De hecho, satisfacer las necesidades emocionales con comida es una práctica bastante común. Lo que se conoce como alimentación emocional, que implica el uso de la comida como mecanismo de compensación para ayudarnos a sentirnos mejor. Por lo general, no tiene nada que ver con la necesidad fisiológica de alimentarnos, sino más bien con una forma de aliviar o reprimir sentimientos.
Pero… ¿por qué se produce?
Cuando nos enfrentamos a una situación estresante, las glándulas suprarrenales de nuestro organismo liberan una hormona llamada cortisol, la cual, entre otros factores, provoca un aumento del apetito y del deseo de comer alimentos que activan circuitos de compensación rápida en nuestro cerebro, que suelen ser los ricos en azúcares, sal o grasas saturadas.
Por lo tanto, es el propio cerebro el que transmite esa necesidad de ingerir alimentos para que podamos enfrentarnos a una situación potencialmente dañina. Momentáneamente, tras la ingesta, el estrés disminuye y los niveles de cortisol vuelven a la normalidad.
El gran problema es que, de forma constante, vivimos rodeados de factores que nos producen un estrés sostenido en el tiempo y que aumentan los niveles de cortisol en el cuerpo continuamente, de tal forma que nuestro organismo ya no es capaz de equilibrarlos. Y para compensar esta ansiedad permanente, comemos en exceso alimentos de alto valor energético.
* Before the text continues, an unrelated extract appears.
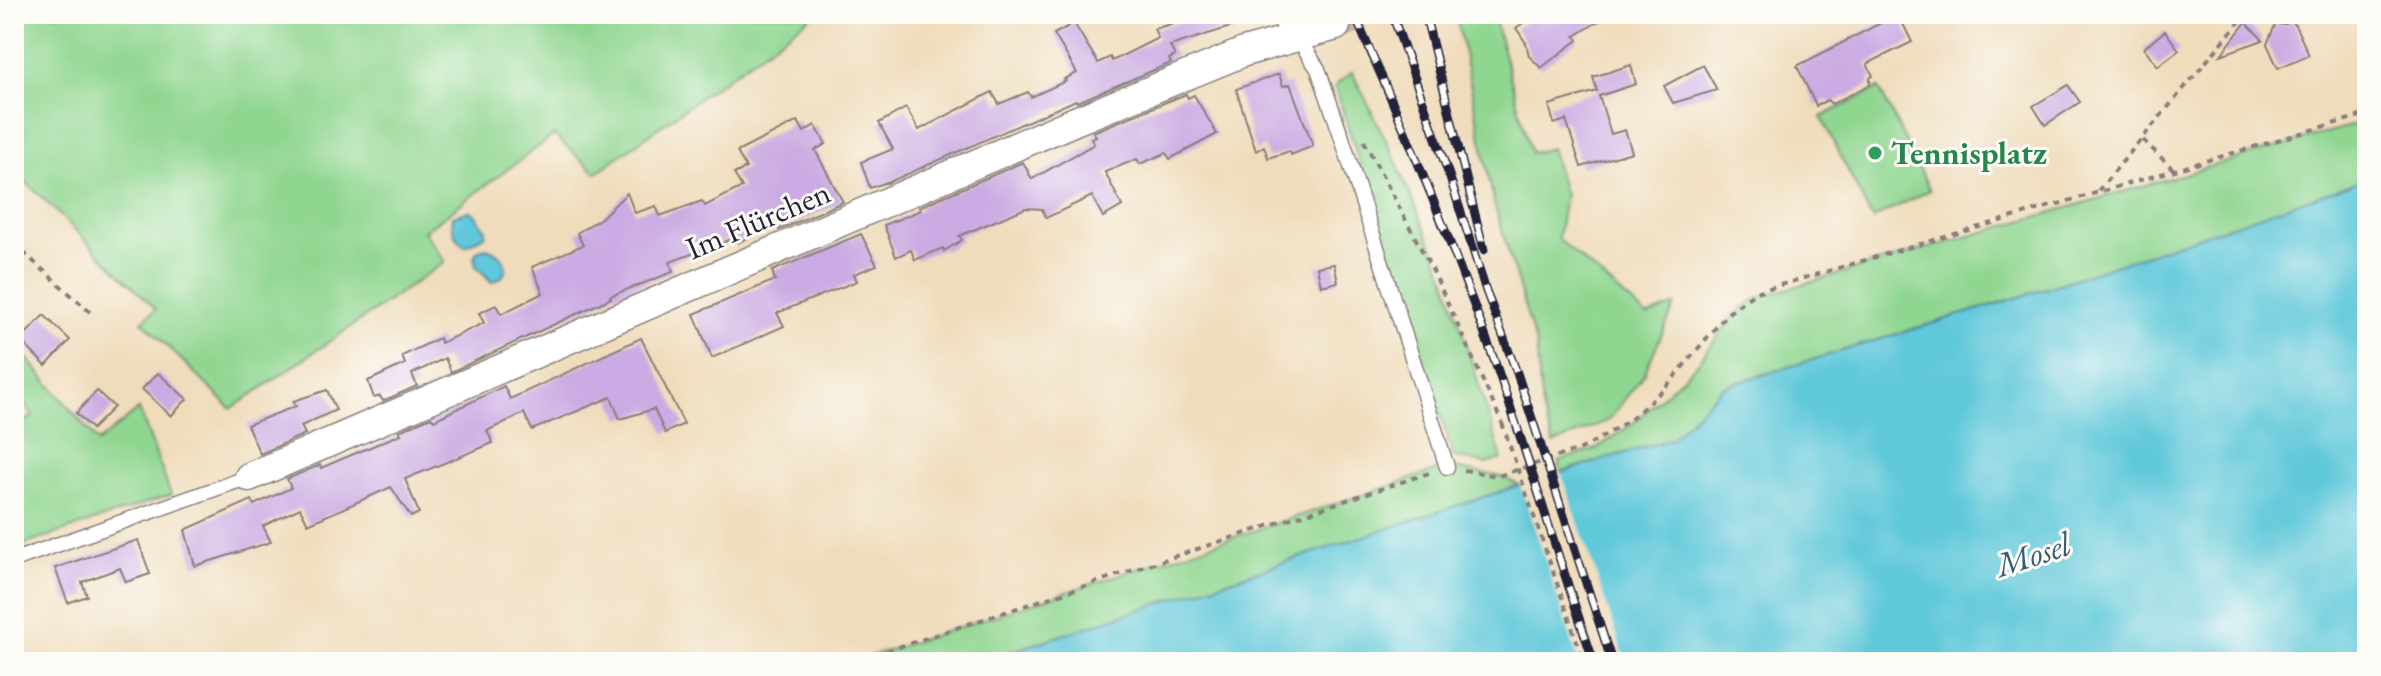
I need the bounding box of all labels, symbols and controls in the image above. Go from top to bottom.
place label: Tennisplatz [1891,132,2047,174]
marker: Tennisplatz [1866,144,1884,162]
street label: Im Flürchen [680,171,837,269]
water label: Mosel [1988,521,2077,587]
¿Se puede poner fin a este proceso?
Para poner fin a la alimentación emocional primero hay que hacer una labor de conocimiento de la conducta. El primer paso es analizar cuáles son factores estresantes. ¿Cuáles son los desencadenantes emocionales de la alimentación? Cuando tengamos el impulso de acudir a la cocina para comer, es importante preguntarse si estamos yendo porque tenemos hambre o si tiene que ver con una búsqueda de alivio ante una sensación de nerviosismo o una situación que no sabemos cómo afrontar. Si no lo tenemos claro, es aconsejable pensar en lo que hemos hecho antes: ¿qué ha ocurrido que nos ha hecho acudir a la comida?
El segundo paso consiste en no tener en la cocina los alimentos a los que solemos acudir en caso de hambre emocional y que, generalmente, son poco saludables. Especialmente si son muy ricos en azúcar, sal o grasas saturadas. Es mejor reemplazarlos con opciones más nutritivas que pueden ayudar a controlar el hambre.
El tercer paso es identificar los momentos del día en los que solemos acudir a la nevera y procurar desarrollar actividades que nos lleven a la relajación y que nos distraigan de esa necesidad de ingerir alimentos. Algún tipo de ejercicio físico, respiraciones, un baño caliente… cada uno debe buscar una rutina que le ayude a olvidarse de comer.
Y, más a largo plazo, lo ideal es descubrir las causas del estrés en la vida y consultar con un especialista que ayude a combatirlas mediante el tratamiento adecuado.